At that time going to drama school seemed sort of like a pipe dream and I didn’t even realize it was a possibility. But then I put in my applications and went to London to E15 and did my Masters in drama school. We went you know climbing through imaginary mountains, reading through imaginary waters, breathing through your bottom. There are things you can’t explain to anyone else because only madcaps like you would understand it. They give you various methodologies right? You choose what works for you. What do I want from this scene? Where am I coming from? Where am I going? It gives you an arc, gives you a few exercises. Is it necessary? Of course not, but I definitely do believe it helps and it helped me.
You act and perform in different mediums. How does your preparation for a role change with each medium?
There’s this film that I was supposed to do with this sort of biggish actor and they kept changing the dates. From June it became July, July to August, August to September. 10th September was the only date I have a problem with and they need only that date.
And I was like “Can we change it?”
They said “You know this actor really wants to work with you, can you do something?”

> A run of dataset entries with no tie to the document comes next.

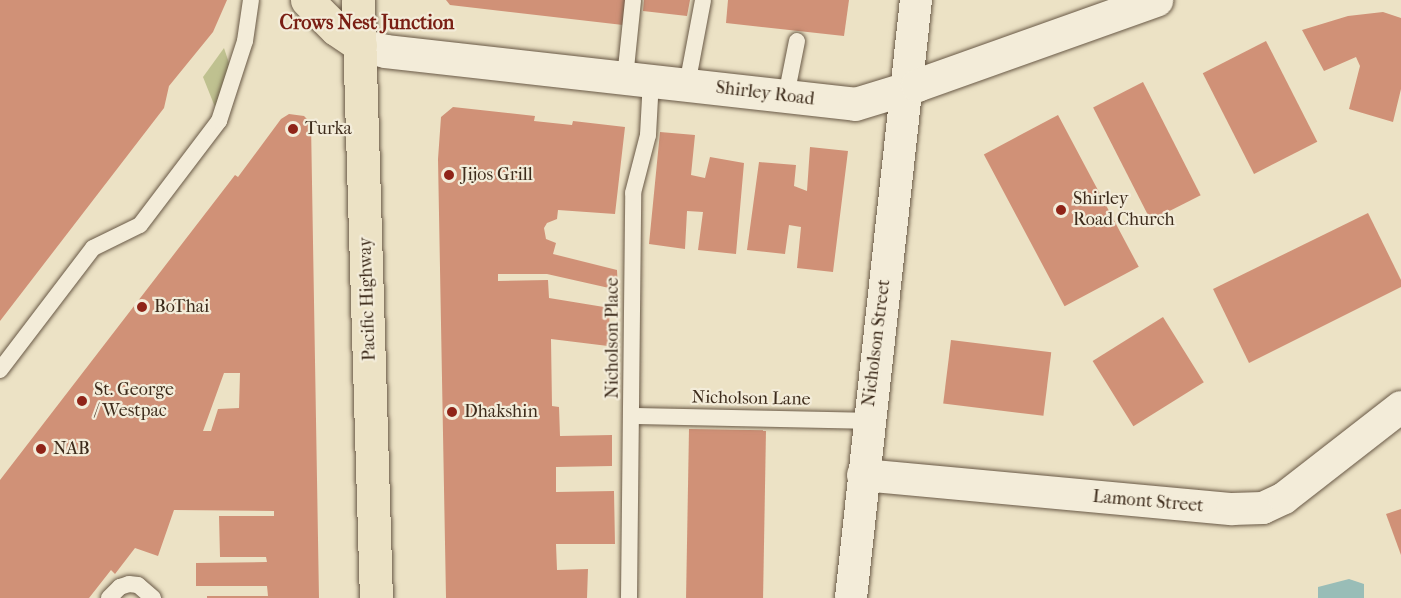 <!DOCTYPE html>
<style>
body{margin:0}
#map{position:relative;width:1401px;height:598px;overflow:hidden;background:#ece2c5;font-family:"IM FELL French Canon",serif}
div>[style]{position:absolute}
.green>*{inset:0;background:#bfc190}
.water>*{inset:0;background:#99bdb7}
.building>*{inset:0;background:#d09177;transform-origin:0 0}
.roads{filter:drop-shadow(0 0 2px #695946) drop-shadow(0 0 2px #695946)}
.service>*{height:16px;margin:-8px;padding:0 8px;transform-origin:8px;border-radius:8px;background:#f3ecd9}
.minor>*{height:32px;margin:-16px;padding:0 16px;transform-origin:16px;border-radius:16px;background:#f3ecd9}
.secondary>*{height:33px;margin:-16.5px;padding:0 16.5px;transform-origin:16.5px;border-radius:16.5px;background:#f3ecd9}
.primary>*{height:33px;margin:-16.5px;padding:0 16.5px;transform-origin:16.5px;border-radius:16.5px;background:#ece2c5}
.dots>*{width:16px;height:16px;translate:-50% -50%;box-sizing:border-box;border:3px solid #f3ecd9;border-radius:50%}
span{translate:-50% -50%;white-space:nowrap;text-align:center;line-height:1.15;-webkit-text-stroke:4.5px #f3ecd9;paint-order:stroke}
.street-label{font-size:18px;color:#3d2b1b}
.poi-label{font-size:18px;color:#3d2b1b}
.left{translate:0 -50%;text-align:left}
.neighbourhood-label{font-size:20px;color:#7a1f14;font-weight:700}
</style>
<div id="map">
<div class="green">
<div style="clip-path:polygon(224px 48px,230px 66px,215px 107px,203px 77px)"></div>
</div>
<div class="water">
<div style="clip-path:polygon(1349px 579px,1364px 584px,1364px 598px,1318px 598px,1318px 587px)"></div>
</div>
<div class="building">
<div style="clip-path:polygon(0 0,227px 0,213px 32px,169px 86px,164px 108px,0 321px)"></div>
<div style="clip-path:polygon(446px 0,626px 0,623px 25px,450px 5px)"></div>
<div style="clip-path:polygon(644px 0,690px 0,687px 16px,643px 11px)"></div>
<div style="clip-path:polygon(728px 0,849px 0,844px 36px,726px 23px)"></div>
<div style="clip-path:polygon(1383px 12px,1401px 18px,1401px 89px,1393px 122px,1349px 109px,1360px 66px,1356px 57px,1324px 71px,1302px 30px,1348px 16px)"></div>
<div style="left:1266px;top:41px;width:113px;height:71px;rotate:63deg"></div>
<div style="left:1143px;top:82px;width:127px;height:56px;rotate:63deg"></div>
<div style="clip-path:polygon(453px 107px,535px 116px,534px 121px,572px 125px,573px 121px,625px 127px,615px 214px,558px 210px,557px 219px,547px 223px,544px 228px,546px 239px,556px 243px,553px 254px,617px 270px,618px 290px,547px 274px,498px 274px,498px 281px,548px 280px,549px 298px,610px 308px,608px 346px,551px 339px,552px 406px,559px 407px,560px 436px,612px 435px,612px 466px,556px 467px,556px 492px,614px 491px,615px 544px,556px 544px,557px 570px,588px 569px,587px 598px,446px 598px,438px 159px,441px 117px)"></div>
<div style="clip-path:polygon(evenodd,289px 114px,304px 116px,311px 123px,319px 598px,207px 598px,207px 596px,268px 596px,267px 586px,196px 586px,196px 563px,267px 562px,266px 557px,220px 557px,219px 516px,274px 516px,274px 511px,174px 510px,158px 556px,135px 548px,115px 574px,111px 570px,89px 598px,0 598px,0 480px,235px 175px,238px 177px,281px 119px,289px 114px,224px 373px,240px 373px,239px 408px,218px 409px,211px 431px,203px 431px,224px 373px)"></div>
<div style="left:1058px;top:115px;width:172px;height:84px;rotate:62deg"></div>
<div style="clip-path:polygon(660px 132px,695px 135px,691px 175px,705px 178px,710px 157px,744px 163px,736px 254px,698px 250px,703px 212px,687px 211px,685px 249px,649px 244px)"></div>
<div style="clip-path:polygon(810px 147px,848px 151px,833px 272px,797px 268px,801px 227px,789px 225px,785px 254px,747px 250px,759px 162px,796px 165px,794px 186px,807px 191px)"></div>
<div style="clip-path:polygon(1368px 213px,1401px 280px,1401px 287px,1249px 363px,1213px 289px)"></div>
<div style="left:1163px;top:317px;width:77px;height:83px;rotate:58deg"></div>
<div style="left:951px;top:340px;width:101px;height:64px;rotate:7deg"></div>
<div style="left:689px;top:429px;width:77px;height:169px;rotate:1deg"></div>
<div style="clip-path:polygon(1401px 509px,1401px 555px,1386px 514px)"></div>
</div>
<div class="roads">
<div class="service">
<div style="left:625px;top:78px;width:78px;rotate:-84.1deg"></div>
<div style="left:687px;top:85px;width:86px;rotate:-79.3deg"></div>
<div style="left:786px;top:96px;width:56px;rotate:-78.7deg"></div>
<div style="left:0;top:370px;width:153px;rotate:-52.7deg"></div>
<div style="left:93px;top:248px;width:52px;rotate:-26.1deg"></div>
<div style="left:140px;top:225px;width:131px;rotate:-52.8deg"></div>
<div style="left:219px;top:121px;width:84px;rotate:-72deg"></div>
<div style="left:245px;top:41px;width:41px;rotate:-81.7deg"></div>
<div style="left:632px;top:416px;width:236px;rotate:1.2deg"></div>
<div style="left:109px;top:598px;width:16px;rotate:-45deg"></div>
<div style="left:120px;top:587px;width:9px;rotate:-18deg"></div>
<div style="left:129px;top:584px;width:9px;rotate:6deg"></div>
<div style="left:138px;top:585px;width:20px;rotate:41deg"></div>
<div style="left:629px;top:598px;width:405px;rotate:-89.4deg"></div>
<div style="left:633px;top:193px;width:60px;rotate:-75.5deg"></div>
<div style="left:648px;top:135px;width:55px;rotate:-86.9deg"></div>
</div>
<div class="minor">
<div style="left:863px;top:475px;width:371px;rotate:5.3deg"></div>
<div style="left:1232px;top:509px;width:31px;rotate:-2deg"></div>
<div style="left:1263px;top:508px;width:23px;rotate:-25deg"></div>
<div style="left:1284px;top:498px;width:148px;rotate:-37.9deg"></div>
<div style="left:851px;top:598px;width:602px;rotate:-83.8deg"></div>
</div>
<div class="secondary">
<div style="left:360px;top:45px;width:26px;rotate:13deg"></div>
<div style="left:385px;top:51px;width:473px;rotate:6.4deg"></div>
<div style="left:855px;top:104px;width:65px;rotate:-17deg"></div>
<div style="left:917px;top:85px;width:254px;rotate:-19.6deg"></div>
</div>
<div class="primary">
<div style="left:307px;top:0;width:41px;rotate:45deg"></div>
<div style="left:336px;top:29px;width:29px;rotate:34deg"></div>
<div style="left:358px;top:0;width:598px;rotate:88.28deg"></div>
</div>
</div>
<div class="dots">
<div style="left:293px;top:129px;background:#8f2418"></div>
<div style="left:449px;top:175px;background:#8f2418"></div>
<div style="left:1061px;top:210px;background:#8f2418"></div>
<div style="left:142px;top:307px;background:#8f2418"></div>
<div style="left:82px;top:401px;background:#8f2418"></div>
<div style="left:452px;top:412px;background:#8f2418"></div>
<div style="left:41px;top:449px;background:#8f2418"></div>
</div>
<div class="street-label">
<span style="left:765px;top:94px;rotate:7deg">Shirley Road</span>
<span style="left:368px;top:299px;rotate:-92deg">Pacific Highway</span>
<span style="left:613px;top:338px;rotate:-90deg">Nicholson Place</span>
<span style="left:877px;top:343px;rotate:-83deg">Nicholson Street</span>
<span style="left:751px;top:399px;rotate:1deg">Nicholson Lane</span>
<span style="left:1148px;top:502px;rotate:5deg">Lamont Street</span>
</div>
<div class="poi-label">
<span class="left" style="left:305px;top:129px">Turka</span>
<span class="left" style="left:461px;top:175px">Jijos Grill</span>
<span class="left" style="left:1073px;top:210px">Shirley<br>Road Church</span>
<span class="left" style="left:154px;top:307px">BoThai</span>
<span class="left" style="left:94px;top:401px">St. George<br>/ Westpac</span>
<span class="left" style="left:464px;top:412px">Dhakshin</span>
<span class="left" style="left:53px;top:449px">NAB</span>
</div>
<div class="neighbourhood-label">
<span style="left:367px;top:22px">Crows Nest Junction</span>
</div>
</div>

I said “But I have given this date for a play” and they said “Can’t you adjust madam?” and I was like “Can’t you adjust? Can’t you get the location?”
He couldn’t comprehend that I had a prior commitment on stage and why would I be sticking to that as opposed to be working with this actor.
Your film or your television or everything else supports and funds your theatre habit. The good thing is that there’s lots of original writing that’s coming out now. I think gone are the days where we want to listen to Sam and Sarah. We want to listen to you know Satish and Meena, our own voices, and that makes a difference.
Is Indian Theatre dying or evolving?
I don’t think any live performance is a dying because there will always be patrons. It’ll definitely have to evolve right? And it already is. There’s so many people interested, so many young people who want to do workshops and so much more funding coming in and corporate funding and training programs and it’s now a part of corporate training as well.
I don’t ever believe that it can die because there are too many of us who love it and too many of us who do it for the love of it. There is a bonding and a bonhomie and a camaraderie that you will never find so because it’s a dream for a lot of people, I don’t think the end is in sight.